George M. Johnson's young adult memoir All Boys Aren't Blue is a powerful, reassuring listen for young people looking for guidance as they come to terms with their own sexuality and gender identity. But it's also a great short audiobook for older listeners who want to reflect on their own coming out journey, or those who want to better understand and empathize with others. In short, this audiobook truly has something to teach everyone who listens to it. In this quick but emotional listen, the author, a prominent journalist and LGBTQIA+ activist, narrates his own journey as a young queer man of color while touching on a wide range of topics—gender identity, brotherhood, Black joy, family, and more.

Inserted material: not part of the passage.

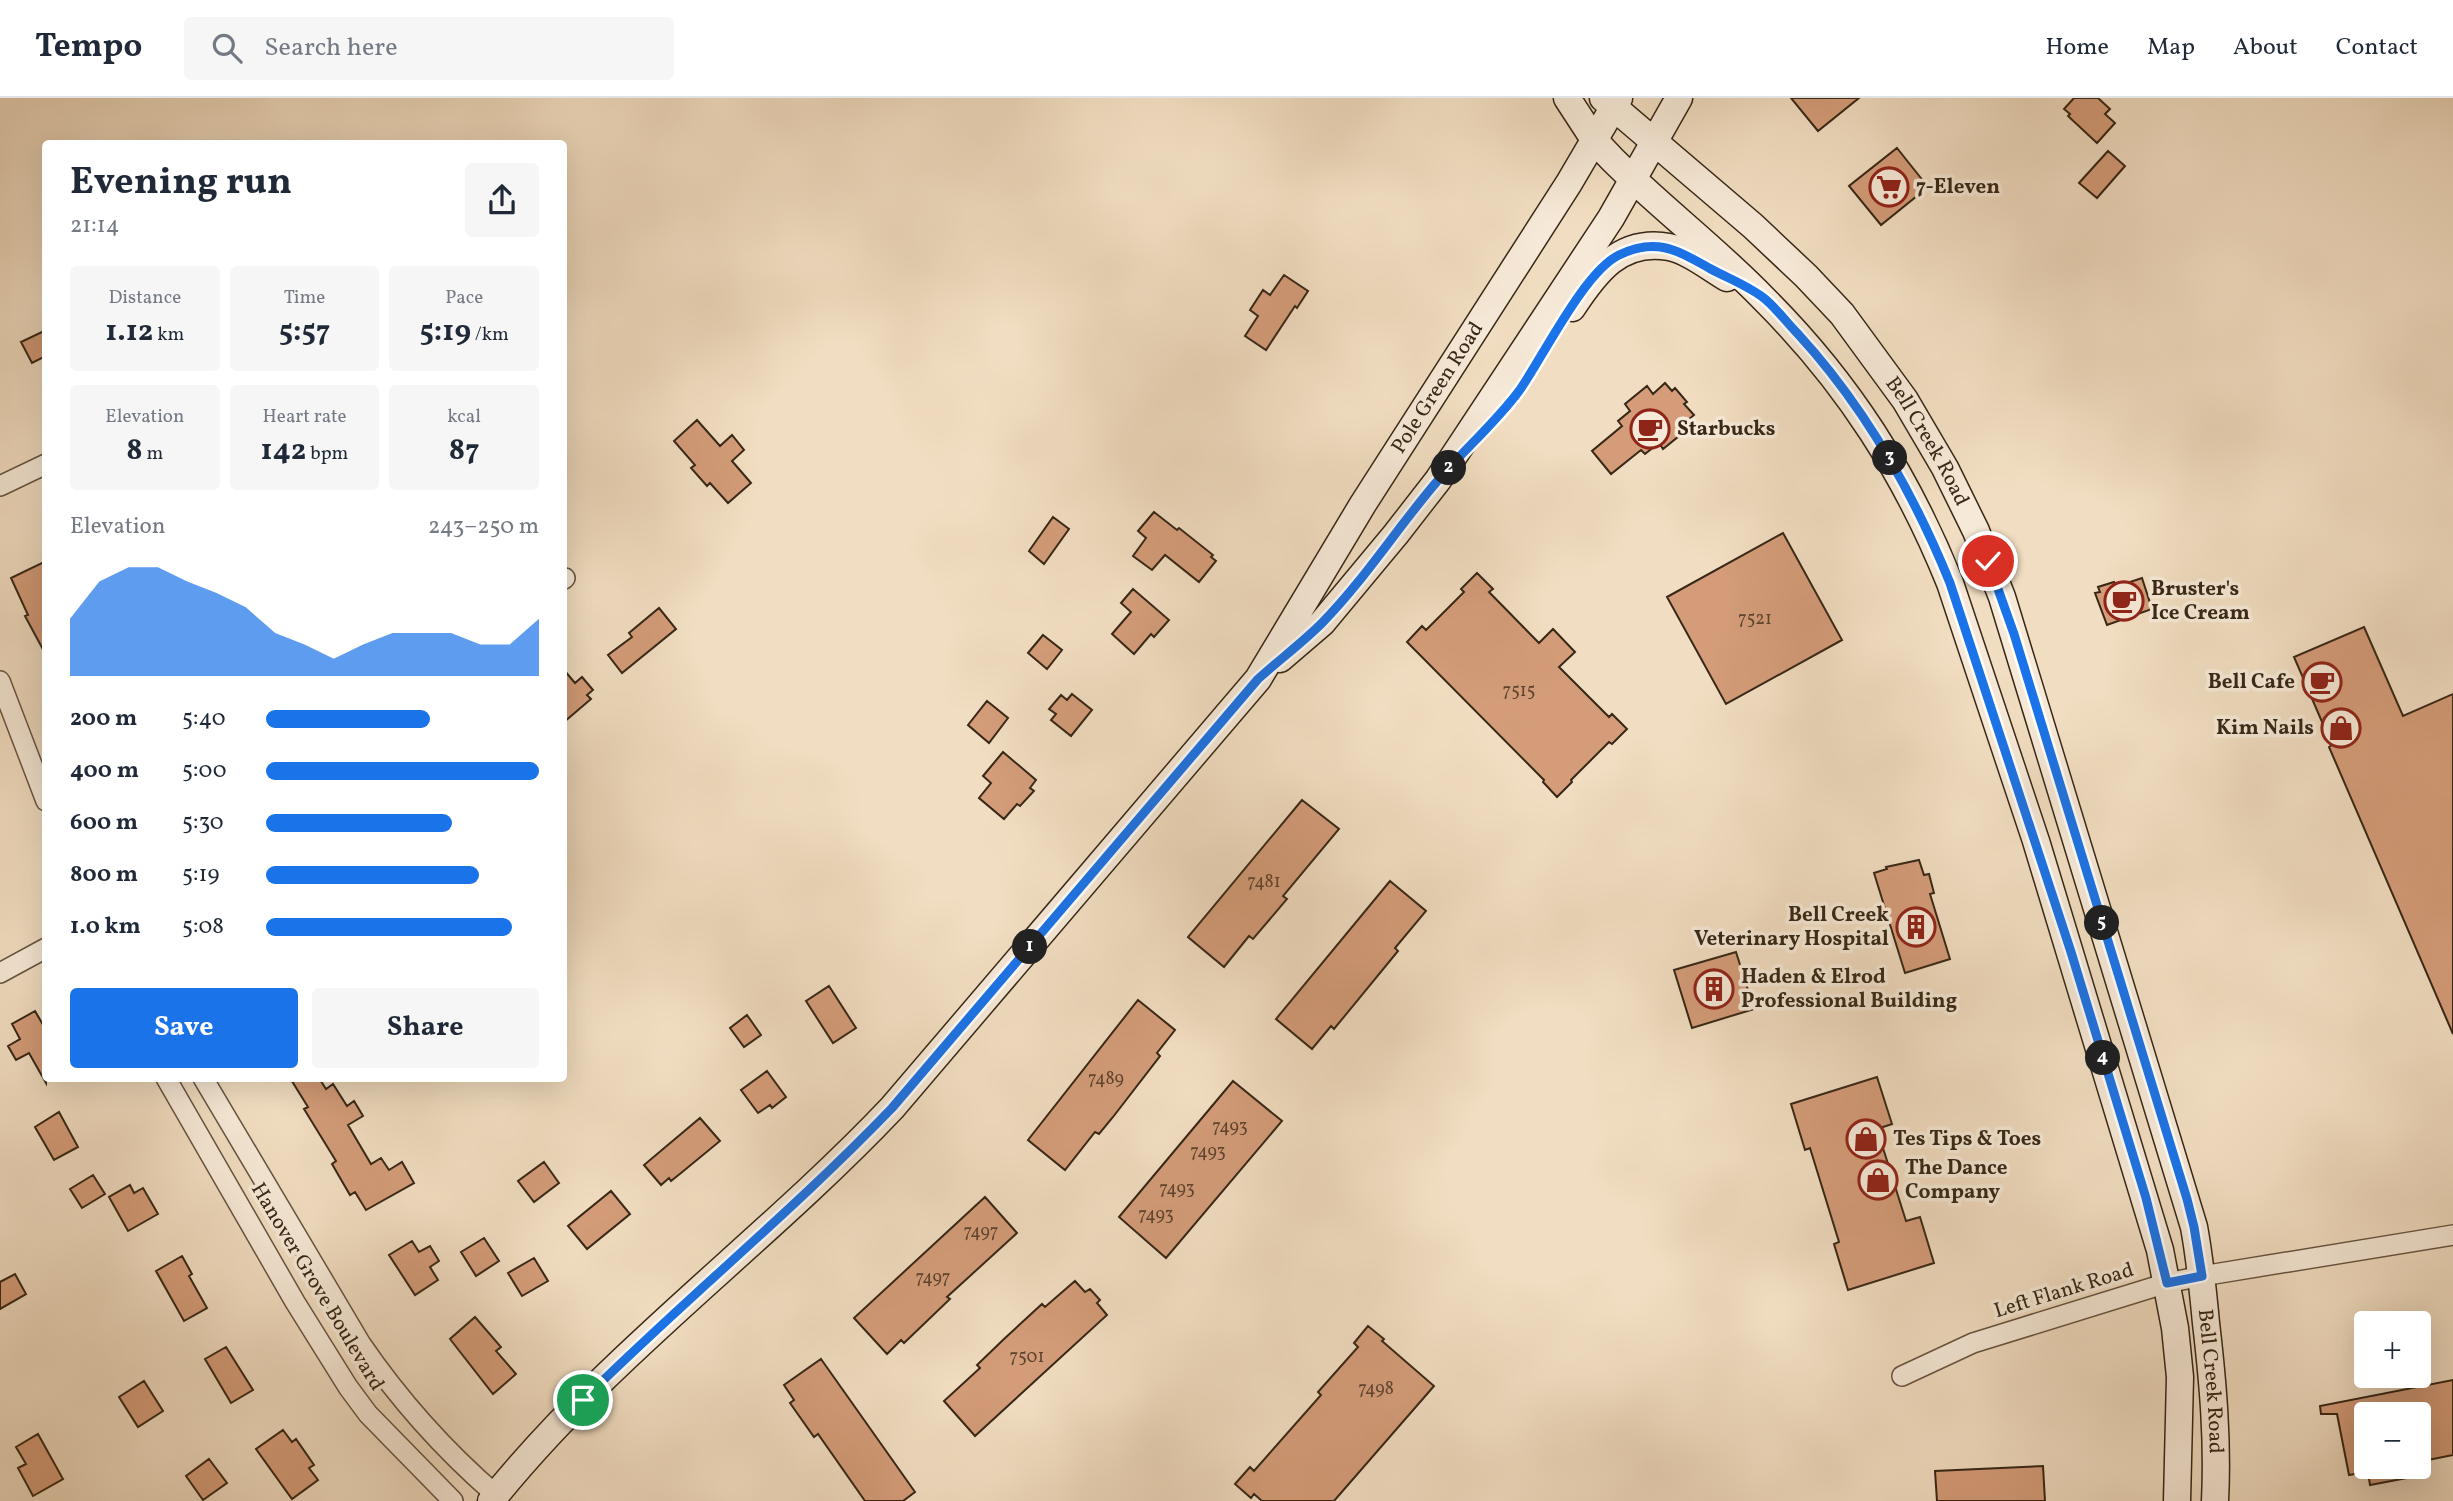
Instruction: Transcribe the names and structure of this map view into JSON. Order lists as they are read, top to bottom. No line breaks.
{"streets":{"street":["Pole Green Road","Bell Creek Road","Hanover Grove Boulevard","Left Flank Road"]},"crossings":[["Pole Green Road","Bell Creek Road"],["Pole Green Road","Hanover Grove Boulevard"],["Bell Creek Road","Left Flank Road"]],"places":{"supermarket":["7-Eleven"],"cafe":["Starbucks","Bruster's Ice Cream","Bell Cafe"],"shop":["Kim Nails","Tes Tips & Toes","The Dance Company"],"building":["Bell Creek Veterinary Hospital","Haden & Elrod Professional Building"]},"house_numbers":["7521","7515","7481","7489","7493","7493","7493","7493","7497","7497","7501","7498"],"page":{"header":"Tempo","search":"Search here","nav":["Home","Map","About","Contact"],"heading":["Evening run","21:14"],"stats":[["Distance","1.12 km"],["Time","5:57"],["Pace","5:19 /km"],["Elevation","8 m"],["Heart rate","142 bpm"],["kcal","87"]],"pins":["3","2","5","1","4"],"chart":["Elevation","243–250 m"],"list":[{"name":"200 m","note":"5:40"},{"name":"400 m","note":"5:00"},{"name":"600 m","note":"5:30"},{"name":"800 m","note":"5:19"},{"name":"1.0 km","note":"5:08"}],"buttons":["Save","Share"],"map_buttons":["+","−"]}}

Are you looking for ways to build good habits and break bad ones? James Clear has the answers in his audiobook, Atomic Habits. It doesn't matter what your goals are—Clear's framework is effective for whatever you're striving to accomplish. The first thing to recognize, as he stresses, is that bad habits don't come from being a flawed person; they come from having a flawed system. So, to break bad habits and start developing good ones, you have to reconstruct your system. This easy-to-follow guide offers practical advice and simple steps you can apply right away, all in under six hours. Clear peppers his self-narrated audiobook with true stories from Olympic gold medalists, award-winning artists, business leaders, life-saving physicians, and star comedians who have used small habits to master their craft and change their life.